* ABOUT THIS EXERCISE
Copy out each line of the data that holds the word "Bajai".

(Source data)

○ ○ ○ ○

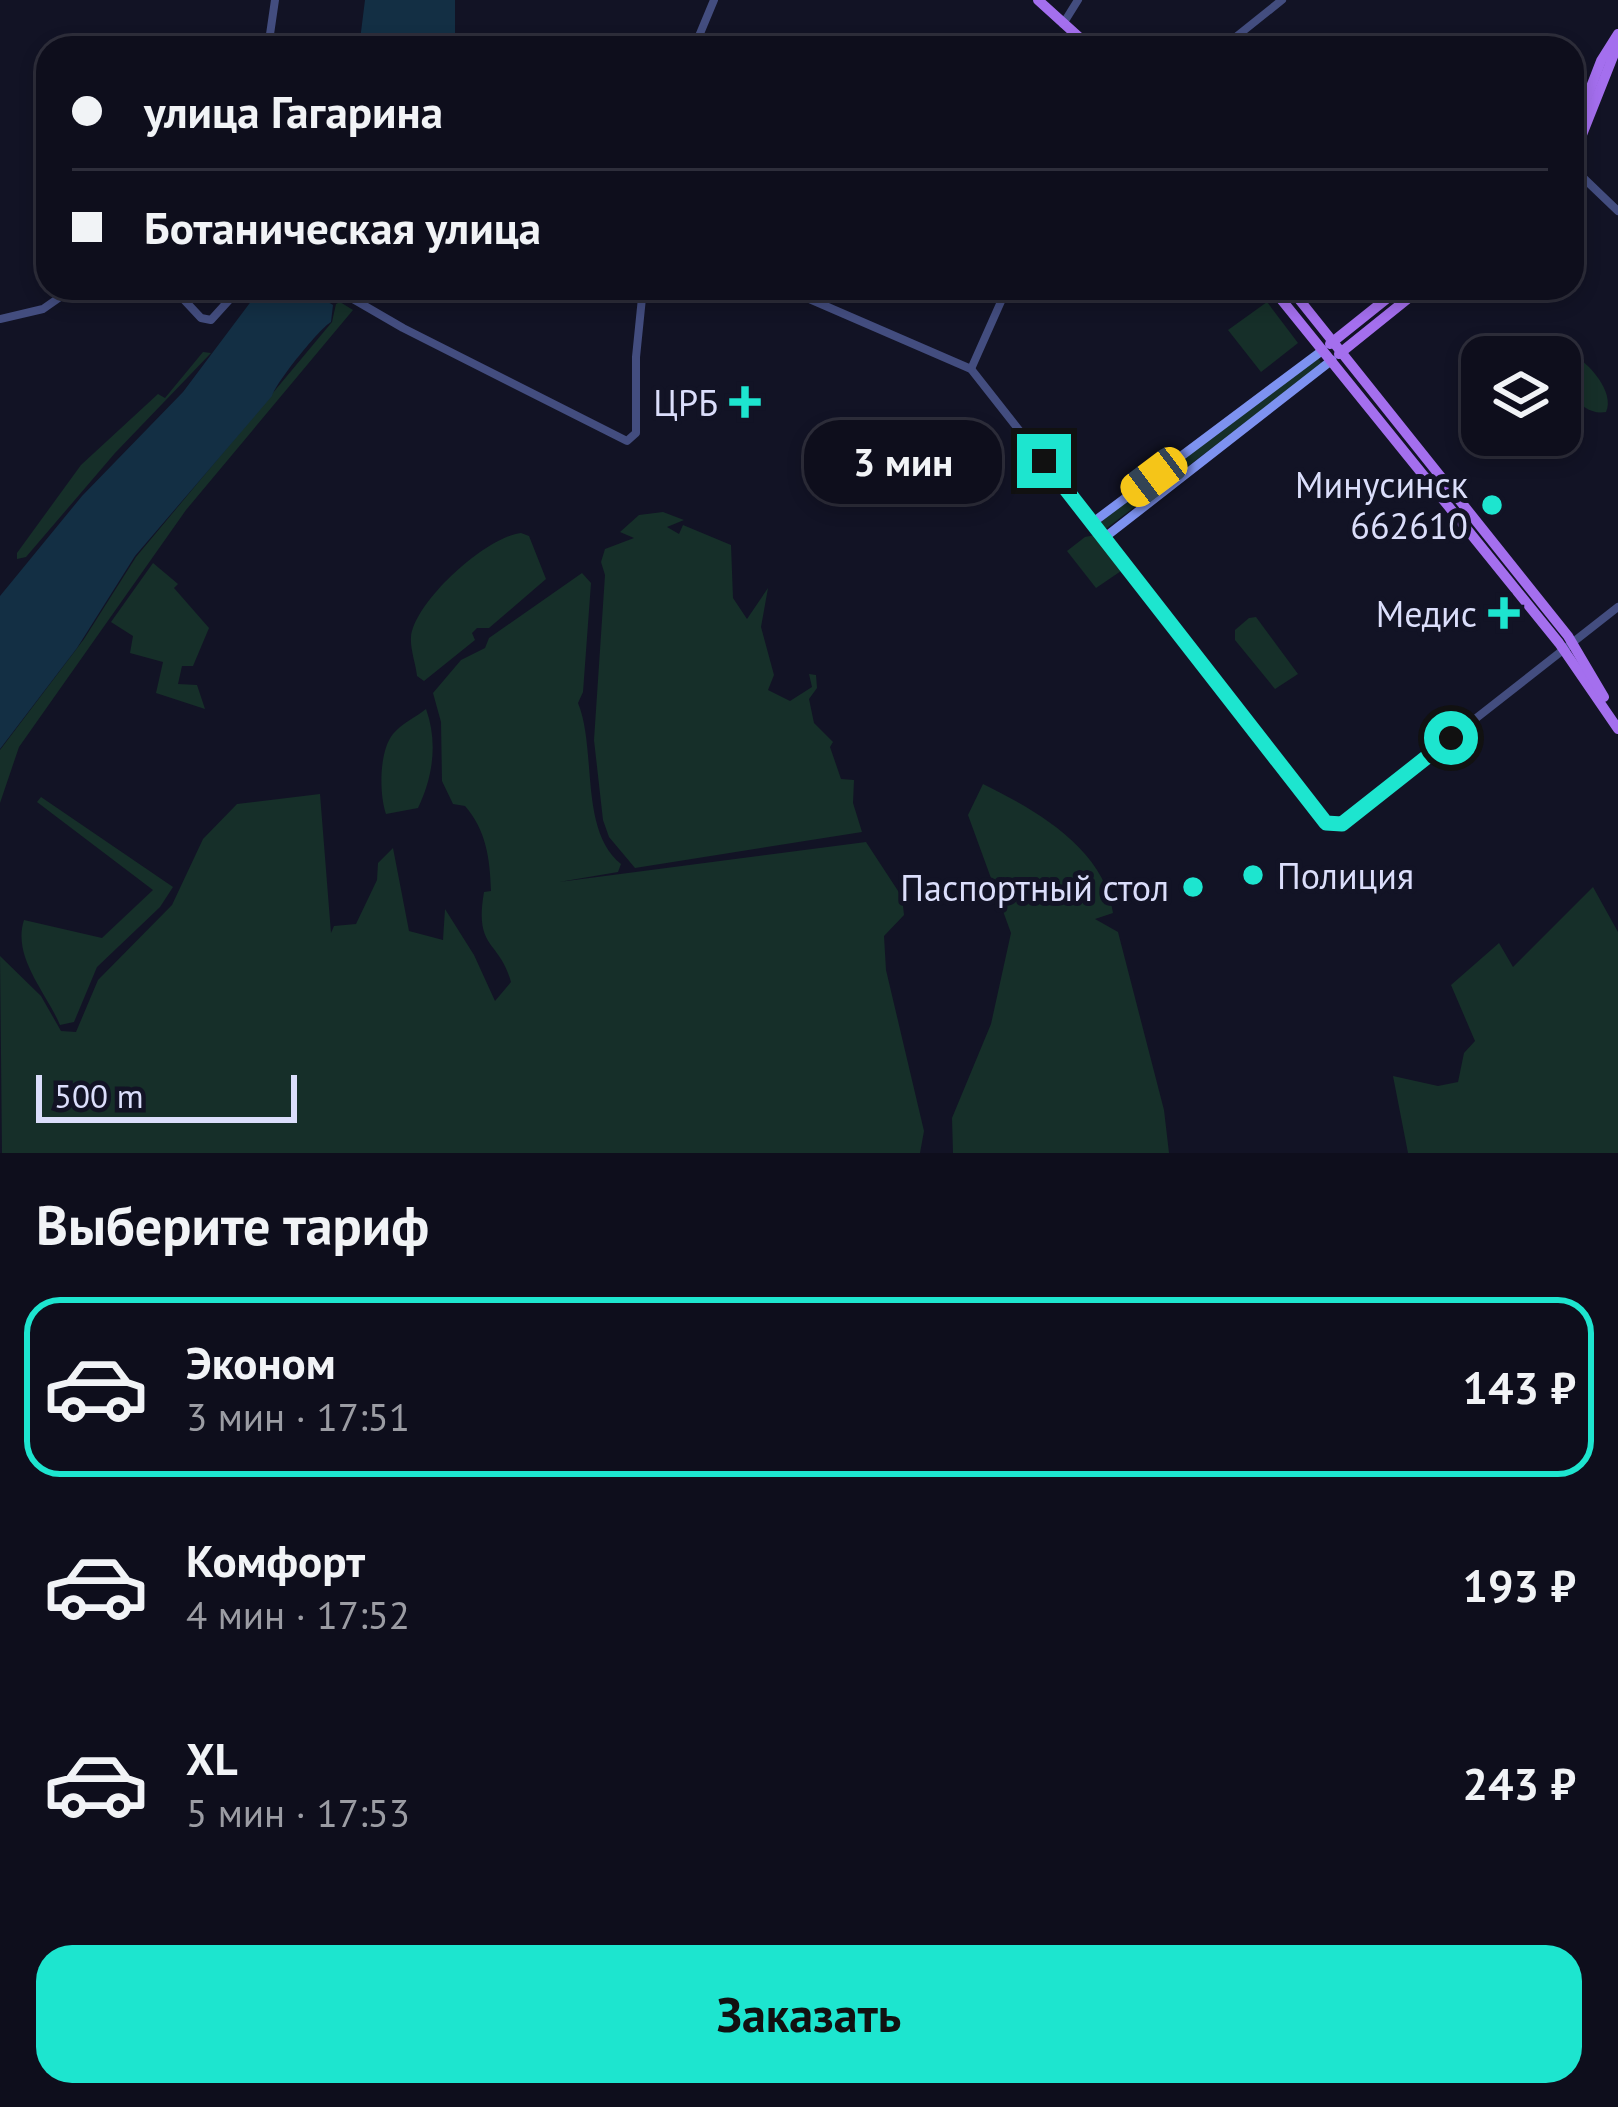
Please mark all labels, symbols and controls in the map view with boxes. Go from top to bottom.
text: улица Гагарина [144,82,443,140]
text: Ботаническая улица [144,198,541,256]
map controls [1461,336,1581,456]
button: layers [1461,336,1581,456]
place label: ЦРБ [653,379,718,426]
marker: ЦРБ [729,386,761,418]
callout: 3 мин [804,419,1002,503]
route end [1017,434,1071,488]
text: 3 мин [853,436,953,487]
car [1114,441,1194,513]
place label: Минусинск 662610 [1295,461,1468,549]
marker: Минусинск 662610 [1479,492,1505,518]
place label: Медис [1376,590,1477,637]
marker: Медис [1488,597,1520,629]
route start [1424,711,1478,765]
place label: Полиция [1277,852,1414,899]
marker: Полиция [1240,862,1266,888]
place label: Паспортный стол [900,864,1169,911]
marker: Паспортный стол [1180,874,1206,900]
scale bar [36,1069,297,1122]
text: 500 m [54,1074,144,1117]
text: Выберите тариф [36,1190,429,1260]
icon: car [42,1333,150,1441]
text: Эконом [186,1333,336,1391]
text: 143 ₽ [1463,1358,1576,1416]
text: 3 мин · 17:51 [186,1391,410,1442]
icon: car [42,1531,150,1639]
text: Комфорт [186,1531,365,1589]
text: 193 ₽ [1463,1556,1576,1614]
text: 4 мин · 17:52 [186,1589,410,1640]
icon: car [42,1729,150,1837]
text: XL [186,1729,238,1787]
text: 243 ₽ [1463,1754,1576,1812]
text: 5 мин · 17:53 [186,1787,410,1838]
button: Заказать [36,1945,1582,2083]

○ ○ ○ ○

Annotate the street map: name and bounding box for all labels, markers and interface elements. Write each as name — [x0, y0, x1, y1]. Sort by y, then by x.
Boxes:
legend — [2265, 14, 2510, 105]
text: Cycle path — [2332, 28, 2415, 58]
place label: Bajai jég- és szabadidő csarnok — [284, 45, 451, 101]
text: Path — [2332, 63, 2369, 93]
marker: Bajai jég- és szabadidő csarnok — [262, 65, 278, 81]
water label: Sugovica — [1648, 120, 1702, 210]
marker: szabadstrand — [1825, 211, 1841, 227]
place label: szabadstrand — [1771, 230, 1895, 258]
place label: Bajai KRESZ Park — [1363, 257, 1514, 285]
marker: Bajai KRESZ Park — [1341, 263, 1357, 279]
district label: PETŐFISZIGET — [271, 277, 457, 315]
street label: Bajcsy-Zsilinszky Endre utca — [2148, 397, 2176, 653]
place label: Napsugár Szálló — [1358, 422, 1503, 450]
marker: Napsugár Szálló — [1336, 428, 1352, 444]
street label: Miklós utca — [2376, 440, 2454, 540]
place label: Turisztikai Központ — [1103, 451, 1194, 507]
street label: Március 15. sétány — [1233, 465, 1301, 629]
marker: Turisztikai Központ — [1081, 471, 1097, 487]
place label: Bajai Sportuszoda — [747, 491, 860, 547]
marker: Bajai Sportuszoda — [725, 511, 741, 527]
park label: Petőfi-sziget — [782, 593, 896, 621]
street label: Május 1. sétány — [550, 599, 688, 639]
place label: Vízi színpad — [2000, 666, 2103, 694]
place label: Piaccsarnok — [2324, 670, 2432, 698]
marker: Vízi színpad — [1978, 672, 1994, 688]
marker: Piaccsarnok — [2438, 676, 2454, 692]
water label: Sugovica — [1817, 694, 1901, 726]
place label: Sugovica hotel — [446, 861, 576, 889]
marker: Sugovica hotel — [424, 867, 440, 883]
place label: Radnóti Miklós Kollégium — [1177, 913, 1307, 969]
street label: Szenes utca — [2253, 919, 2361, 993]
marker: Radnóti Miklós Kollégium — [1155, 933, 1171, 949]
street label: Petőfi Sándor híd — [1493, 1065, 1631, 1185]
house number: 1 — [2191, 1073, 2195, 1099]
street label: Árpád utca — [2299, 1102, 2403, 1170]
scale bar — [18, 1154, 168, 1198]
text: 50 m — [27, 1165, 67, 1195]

○ ○ ○ ○

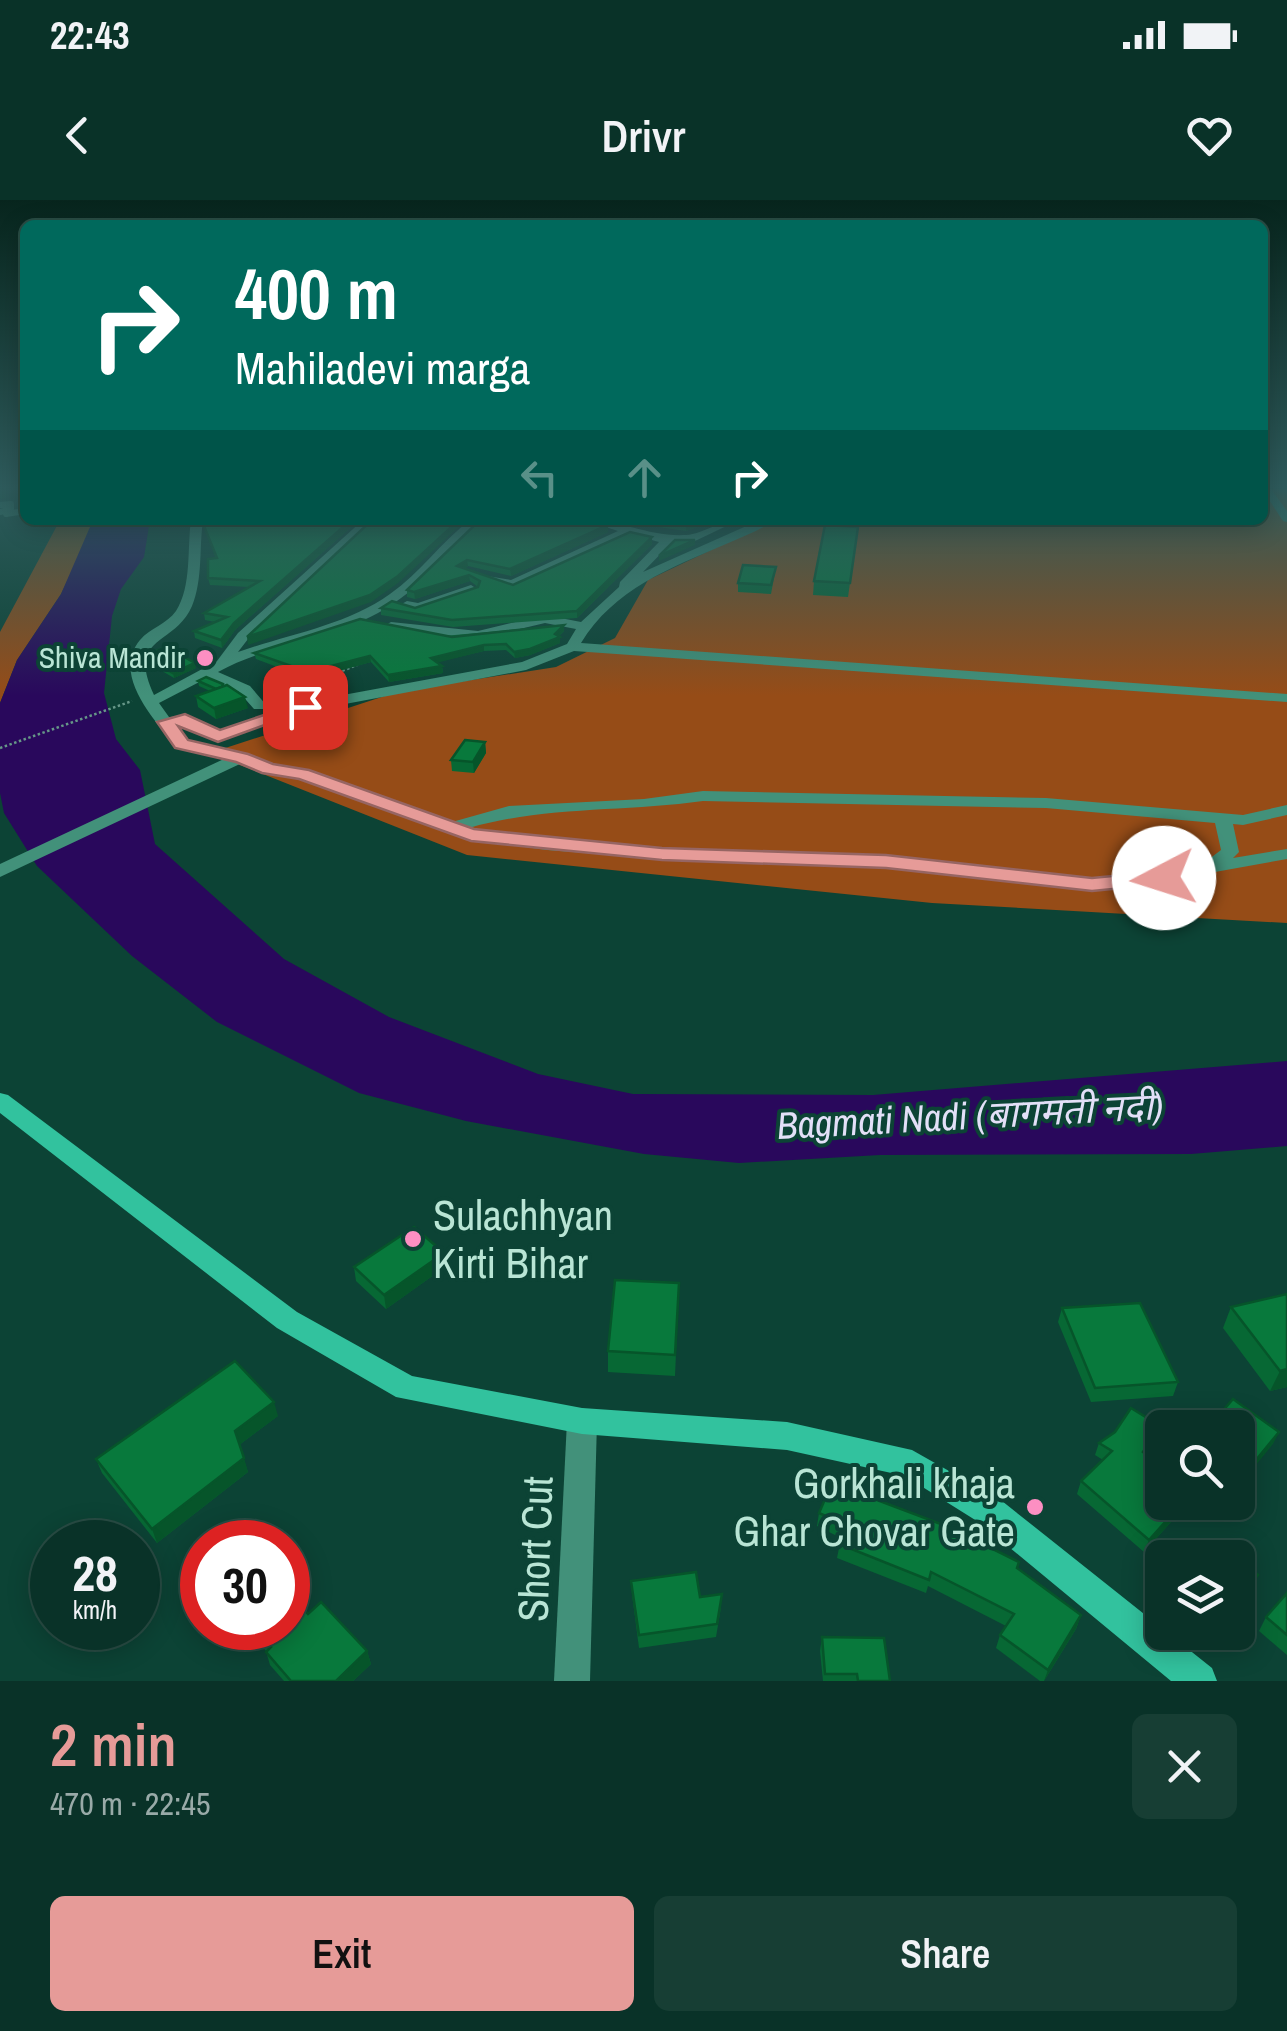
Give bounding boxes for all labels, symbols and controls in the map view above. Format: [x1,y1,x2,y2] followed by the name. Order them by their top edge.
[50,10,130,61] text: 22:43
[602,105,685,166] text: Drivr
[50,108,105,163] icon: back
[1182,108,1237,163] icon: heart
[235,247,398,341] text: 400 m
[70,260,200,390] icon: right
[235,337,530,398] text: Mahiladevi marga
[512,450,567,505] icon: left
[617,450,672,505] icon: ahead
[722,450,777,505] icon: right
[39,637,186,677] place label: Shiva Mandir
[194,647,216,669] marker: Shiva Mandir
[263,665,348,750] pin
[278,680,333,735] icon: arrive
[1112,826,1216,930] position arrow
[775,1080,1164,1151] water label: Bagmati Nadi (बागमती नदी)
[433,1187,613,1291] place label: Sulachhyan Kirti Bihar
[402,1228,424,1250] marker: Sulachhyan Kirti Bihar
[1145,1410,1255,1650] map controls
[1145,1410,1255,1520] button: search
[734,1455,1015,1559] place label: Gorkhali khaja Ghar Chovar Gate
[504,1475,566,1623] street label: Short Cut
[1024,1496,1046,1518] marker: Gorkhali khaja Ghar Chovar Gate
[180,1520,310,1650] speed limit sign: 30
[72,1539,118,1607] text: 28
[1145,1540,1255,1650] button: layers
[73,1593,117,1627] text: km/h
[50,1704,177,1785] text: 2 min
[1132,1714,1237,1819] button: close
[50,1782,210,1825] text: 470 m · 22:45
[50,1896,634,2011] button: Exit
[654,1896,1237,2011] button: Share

○ ○ ○ ○

* EXPECTED ANSWER
place label: Bajai jég- és szabadidő csarnok — [284, 45, 451, 101]
marker: Bajai jég- és szabadidő csarnok — [262, 65, 278, 81]
place label: Bajai KRESZ Park — [1363, 257, 1514, 285]
marker: Bajai KRESZ Park — [1341, 263, 1357, 279]
place label: Bajai Sportuszoda — [747, 491, 860, 547]
marker: Bajai Sportuszoda — [725, 511, 741, 527]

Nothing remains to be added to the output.